(Beginning of Task material)

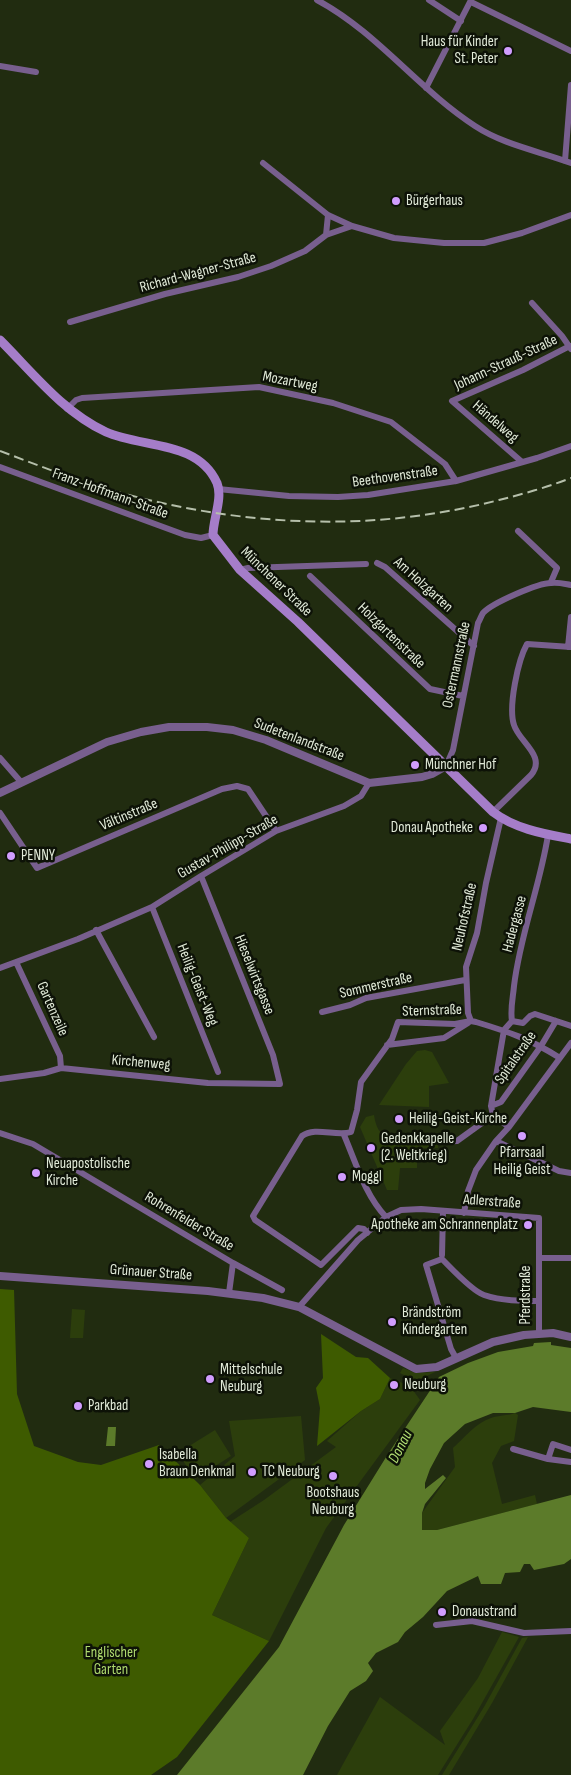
<!DOCTYPE html>
<meta charset="utf-8">
<style>
body{margin:0}
canvas{display:block;background:#212c10}
</style>
<canvas width="571" height="1775"></canvas>
<script>
const g = document.querySelector('canvas').getContext('2d');
g.lineJoin = 'round';
function paint(path, color) { g.fillStyle = color; g.fill(path, 'evenodd'); }
function strokePath(path, color, width, dash) { g.strokeStyle = color; g.lineWidth = width; g.lineCap = dash ? 'butt' : 'round'; g.setLineDash(dash || []); g.stroke(path); }
function drawText(font, color, halo, rows, align = 'center') {
  g.font = font + ' "Sofia Sans Condensed",sans-serif'; g.lineWidth = 5; g.setLineDash([]); g.textBaseline = 'middle'; g.strokeStyle = halo; g.fillStyle = color; for (const [text, x, y, turn = 0] of rows) {
    g.save(); g.translate(x, y); g.rotate((+turn || 0) * Math.PI / 180); g.textAlign = isNaN(turn) ? turn : align; if (halo) g.strokeText(text, 0, 0); g.fillText(text, 0, 0); g.restore();
  }
}
paint(new Path2D(`
 M425,1050L432,1052L449,1083L429,1086V1107L379,1105L406,1064L417,1051Z
 M374,1115C379,1148 397,1133 419,1134C425,1134 432,1138 438,1139V1148H417V1168H400L398,1190H387L360,1127L366,1117Z
 M72,1309L85,1310L83,1338H70Z
 M403,1368L415,1373L435,1372L416,1381L400,1373Z
 M390,1378L410,1386L420,1400L326,1528L269,1641L212,1615L249,1538L230,1522L264,1500L336,1447L327,1441L361,1411L380,1399Z
 M515,1413L518,1415L514,1441L501,1446L492,1463L502,1504L535,1495L537,1504L437,1530H422V1513L455,1467L453,1448C465,1437 476,1423 491,1418C499,1415 507,1416 515,1413Z
 M301,1416L305,1460L226,1518L200,1485L235,1456L229,1421Z
 M215,1430L231,1456L195,1479L178,1453Z
 M502,1632L519,1637L473,1719L438,1775H337L380,1697L445,1745L440,1731L478,1678Z
 M528,1637L492,1703L449,1775H442L484,1707L522,1638Z`), '#2c3e0c');
paint(new Path2D(`
 M0,1289L14,1290L17,1394L34,1446L78,1462L101,1465L159,1445L200,1485L226,1518L249,1538L212,1615L269,1641L177,1757L151,1775H0Z
 M321,1334L356,1357L368,1358L390,1378L380,1399L361,1411L317,1446L320,1408L316,1388L323,1378Z`), '#3e5b00');
paint(new Path2D(`
 M551,1342V1345L571,1348V1412L533,1407L515,1413H493L465,1424L444,1443L430,1469L425,1483V1489L443,1475L446,1478L425,1504L422,1513V1530H437L571,1495V1559L564,1564L534,1570L530,1564H524L520,1572L505,1573L501,1584H481L478,1576L447,1591L423,1617L405,1632L398,1642L376,1653L368,1663L373,1671L366,1681L350,1691L328,1726L303,1775H177L279,1647L344,1525L388,1454L439,1377L468,1363L498,1352L533,1346L534,1343Z
 M108,1427H116L115,1446H106Z`), '#5c7b2a');
strokePath(new Path2D(`
 M317,0C377,32 418,89 475,126C504,145 539,151 571,163
 M429,0L461,21
 M471,2L571,51
 M0,66L36,72
 M426,88L471,0
 M565,161L571,85
 M263,163L328,215L352,226L394,238L444,243H484L522,233L571,215
 M326,235L328,215
 M532,303L562,336L571,349
 M70,322L165,294L238,277L271,266L305,251L326,235L352,226
 M67,409L76,400L82,398L259,387L333,403L391,422L445,464L456,481
 M522,462L452,401L523,370L570,346
 M0,467L185,535L201,538L213,535
 M218,489L289,496L338,497L368,495L456,481L537,458L571,446
 M518,531L557,568L551,582
 M377,563L385,567L474,646
 M240,570L248,568L366,564
 M310,576L430,689L463,696
 M568,647L571,617
 M0,758L21,782
 M446,766L453,750L478,623C480,620 481,616 483,613C492,603 538,583 551,583C558,582 565,584 571,585
 M493,812L531,775C547,756 519,742 514,725C508,707 518,660 527,644L571,647
 M0,813L37,868L222,789L237,786L248,789L276,831
 M152,907L218,1072
 M96,930L154,1037
 M16,962L60,1056L61,1068
 M0,968L78,939L152,907L201,876L276,831L344,806L361,796L369,783
 M322,1012L350,1005L366,998L465,980
 M471,1021L468,1013L466,967L477,933L486,883L501,818
 M512,1021C510,1009 513,998 514,986C520,935 540,886 548,835
 M387,1045L444,1038L468,1023
 M0,1079L44,1073L61,1068L208,1083L280,1084L273,1055L201,876
 M491,1106L501,1102L541,1046L556,1021
 M509,1127L493,1115L491,1106L504,1030L512,1021L523,1023L530,1016L535,1014L571,1026
 M0,1133L33,1144L233,1263L229,1293
 M344,1135C356,1163 365,1195 386,1217
 M496,1141L559,1171L571,1173
 M441,1142L457,1141L493,1115
 M464,1213L468,1191L476,1170L496,1141L509,1127L571,1043
 M367,1233L364,1229L358,1228L321,1265L255,1220L253,1216L302,1136C315,1126 337,1137 351,1132L357,1110L361,1082L392,1039L398,1022L455,1024L471,1021L476,1022C509,1032 530,1039 560,1058
 M442,1255L443,1212
 M539,1258H571
 M233,1263L282,1290
 M299,1307L358,1240L386,1217L401,1210L421,1209L539,1218V1333
 M456,1358L451,1349L426,1265L442,1259C452,1269 472,1291 484,1295C502,1301 521,1301 539,1301
 M513,1449L548,1459
 M571,1450L553,1444L548,1459L571,1462
 M436,1625L472,1621L524,1633L571,1631`), '#785f8e', 6);
strokePath(new Path2D(`
 M0,793L107,742L141,732L169,727H207L233,730L266,740L369,783L422,777L432,774L446,766
 M0,1276L208,1291L263,1298L299,1307L416,1369L437,1367L493,1342L524,1335L553,1333L571,1337`), '#785f8e', 8);
strokePath(new Path2D(`
 M0,340C33,373 63,412 106,432C142,448 198,440 217,483C223,498 213,519 213,535L240,570L298,622L493,812C515,829 545,834 571,839`), '#a57dc9', 9);
strokePath(new Path2D(`
 M0,451C43,467 85,484 129,495C251,527 376,532 499,500C523,494 548,487 571,478`), '#b5bfaa', 2, [10, 5]);
for (const [x, y, r, color] of [
 [508,51,5,"#d19dfe"],
 [396,201,5,"#d19dfe"],
 [415,765,5,"#d19dfe"],
 [483,828,5,"#d19dfe"],
 [11,856,5,"#d19dfe"],
 [399,1119,5,"#d19dfe"],
 [522,1136,5,"#d19dfe"],
 [371,1148,5,"#d19dfe"],
 [36,1173,5,"#d19dfe"],
 [342,1177,5,"#d19dfe"],
 [528,1225,5,"#d19dfe"],
 [392,1322,5,"#d19dfe"],
 [210,1379,5,"#d19dfe"],
 [394,1385,5,"#d19dfe"],
 [78,1406,5,"#d19dfe"],
 [149,1464,5,"#d19dfe"],
 [252,1472,5,"#d19dfe"],
 [333,1476,5,"#d19dfe"],
 [442,1612,5,"#d19dfe"]
]) { const dot = new Path2D(); dot.arc(x, y, r, 0, 2 * Math.PI); g.fillStyle = color; g.fill(dot); strokePath(dot, '#0d1207', 2); }
drawText('15px', '#e1ead8', '#0d1207', [
 ["Haus für Kinder",498,42,"right"],
 ["St. Peter",498,59,"right"],
 ["Bürgerhaus",406,201],
 ["Münchner Hof",425,765],
 ["Donau Apotheke",473,828,"right"],
 ["PENNY",21,856],
 ["Heilig-Geist-Kirche",409,1119],
 ["Gedenkkapelle",381,1139],
 ["(2. Weltkrieg)",381,1156],
 ["Pfarrsaal",522,1153,"center"],
 ["Heilig Geist",522,1170,"center"],
 ["Neuapostolische",46,1164],
 ["Kirche",46,1181],
 ["Moggl",352,1177],
 ["Apotheke am Schrannenplatz",518,1225,"right"],
 ["Brändström",402,1313],
 ["Kindergarten",402,1330],
 ["Mittelschule",220,1370],
 ["Neuburg",220,1387],
 ["Neuburg",404,1385],
 ["Parkbad",88,1406],
 ["Isabella",159,1455],
 ["Braun Denkmal",159,1472],
 ["TC Neuburg",262,1472],
 ["Bootshaus",333,1493,"center"],
 ["Neuburg",333,1510,"center"],
 ["Donaustrand",452,1612]
], 'left');
drawText('15px', '#e1ead8', '#0d1207', [
 ["Richard-Wagner-Straße",198,273,-15],
 ["Johann-Strauß-Straße",506,363,-25],
 ["Mozartweg",290,382,11],
 ["Händelweg",495,422,41],
 ["Beethovenstraße",395,477,-8],
 ["Franz-Hoffmann-Straße",110,494,20],
 ["Münchener Straße",276,582,44],
 ["Am Holzgarten",423,585,42],
 ["Holzgartenstraße",391,636,44],
 ["Ostermannstraße",457,665,-78],
 ["Sudetenlandstraße",299,740,21],
 ["Vältinstraße",129,815,-23],
 ["Gustav-Philipp-Straße",228,847,-30],
 ["Neuhofstraße",465,917,-77],
 ["Hadergasse",515,924,-75],
 ["Hieselwirtsgasse",254,975,68],
 ["Heilig-Geist-Weg",197,985,68],
 ["Sommerstraße",376,986,-13],
 ["Gartenzeile",52,1009,66],
 ["Sternstraße",432,1011,-2],
 ["Spitalstraße",516,1058,-55],
 ["Kirchenweg",141,1063,5],
 ["Adlerstraße",492,1202,4],
 ["Rohrenfelder Straße",189,1222,31],
 ["Grünauer Straße",151,1273,4],
 ["Pferdstraße",526,1295,-90]
]);
drawText('15px', '#aed96e', '#0d1207', [
 ["Englischer",111,1653],
 ["Garten",111,1670]
]);
drawText('italic 16px', '#b2de73', '#0d1207', [
 ["Donau",401,1447,-63]
]);
</script>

(End of Task material)

Work item – The line with "g.lineJoin = 'round';" ends the range, and the first line of the data begins it; repeat exactly those lines and nothing more, omitting pictures.

Solution for this problem –
<!DOCTYPE html>
<meta charset="utf-8">
<style>
body{margin:0}
canvas{display:block;background:#212c10}
</style>
<canvas width="571" height="1775"></canvas>
<script>
const g = document.querySelector('canvas').getContext('2d');
g.lineJoin = 'round';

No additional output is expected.